Like so many Americans do each year, President Joe Biden returned to Ireland this week in search of his roots, seeking some connection and some answers in the land his people left so many years ago.
He found it in pubs, priests and Parliament, which he said (in the Irish language) felt like home: “Tá mé sa bhaile.” The reception was more rapturous than anything he could hope for from Congress.
A day later, Biden capped his four day visit to his ancestral homeland with a serendipitous encounter and a prime time speech to thousands that served as a forum to thread together the deeply personal – and familiar – anecdotes that have animated his political career.
“Being here does feel feels like coming home. It really does. Over the years stories of this place has become part of my soul,” Biden said during his remarks, which were preceded by Irish music and a laser light show.
The rally, delivered to an audience the White House said numbered around 27,000 people, was one of the largest of Biden’s entire political career.
Offering a vibe break from divided and bitter Washington – if not necessarily all of its difficulties, like a massive leak of classified information that preoccupied White House aides but which he sought to downplay – Biden’s four-day trip left such an impression he said repeatedly he did not want to leave.
“I’m not going home,” he said. “I’m staying here.”

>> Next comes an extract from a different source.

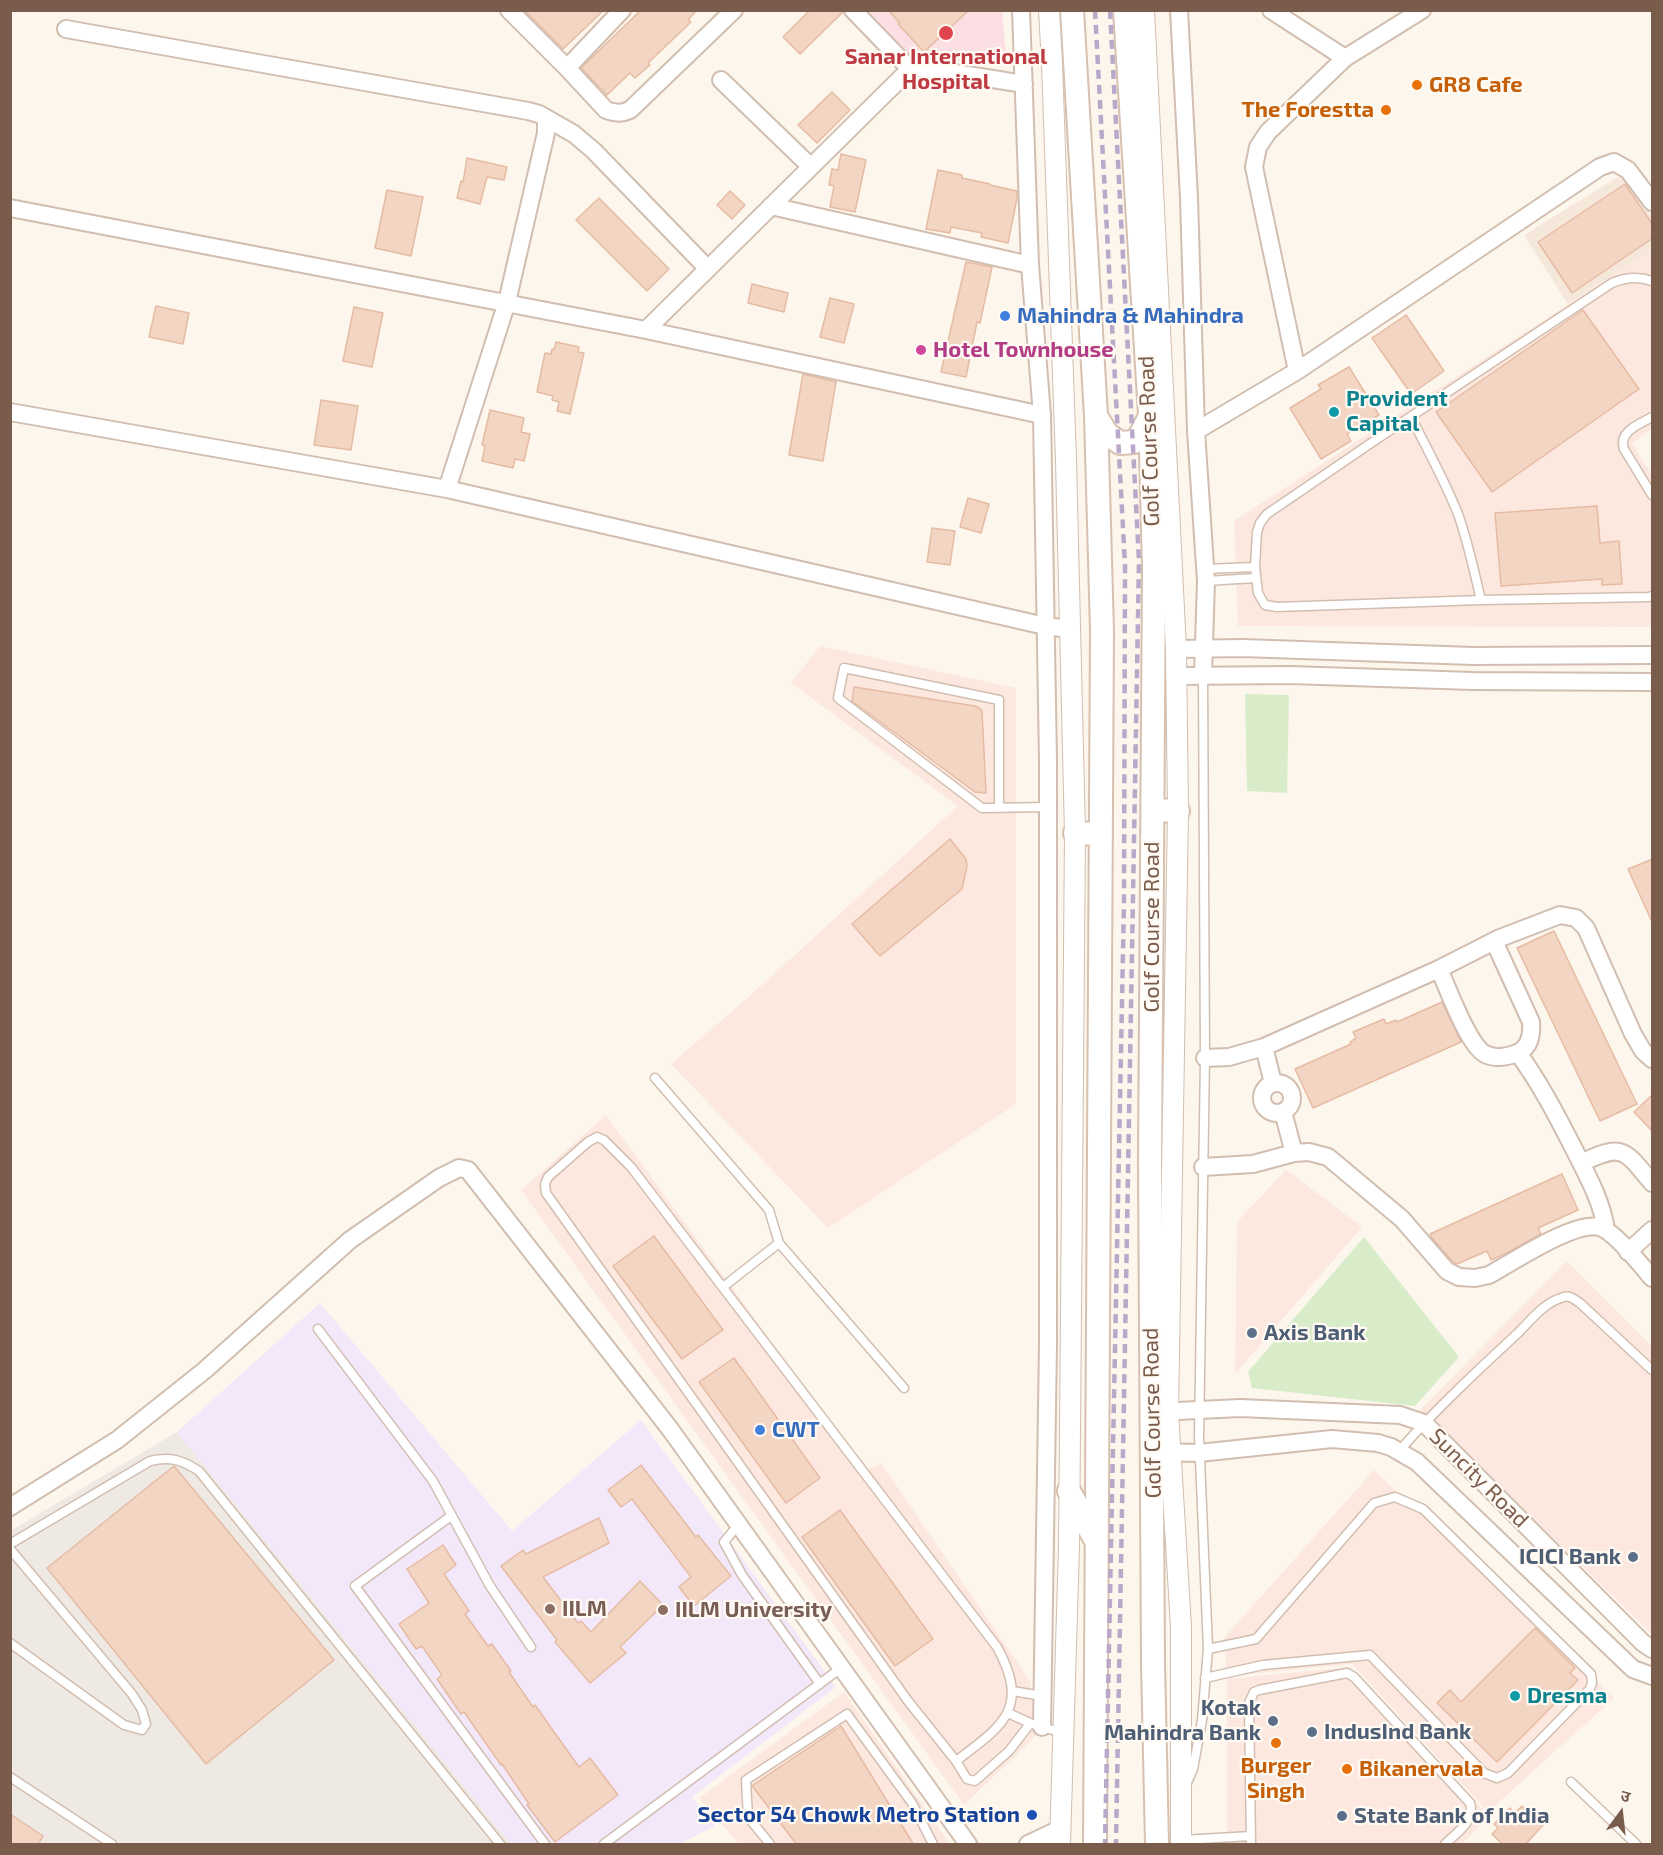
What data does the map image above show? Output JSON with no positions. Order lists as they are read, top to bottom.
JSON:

With a nostalgic eye that sometimes blurred history, Biden wondered why his ancestors left this island in the first place (answer: a famine). He found connections in the people and the landscape. Scranton, he said, was a dead ringer for the Boyne Valley.
And in a tearful moment of serendipity, he came across the priest who administered his dying son’s last rites.
“It seemed like a sign,” he said.
Biden suddenly found himself identifying more with local traditions than those from America. “I’d rather have my children playing rugby now for health reasons than I would have them playing football,” he declared.
He tried not to get too lost in the past, insisting modern-day Ireland would write its own story. For Biden the president, the Ireland of 2023 is exactly the type of progressive, advanced democracy that can act as a bulwark against a global tide of populism.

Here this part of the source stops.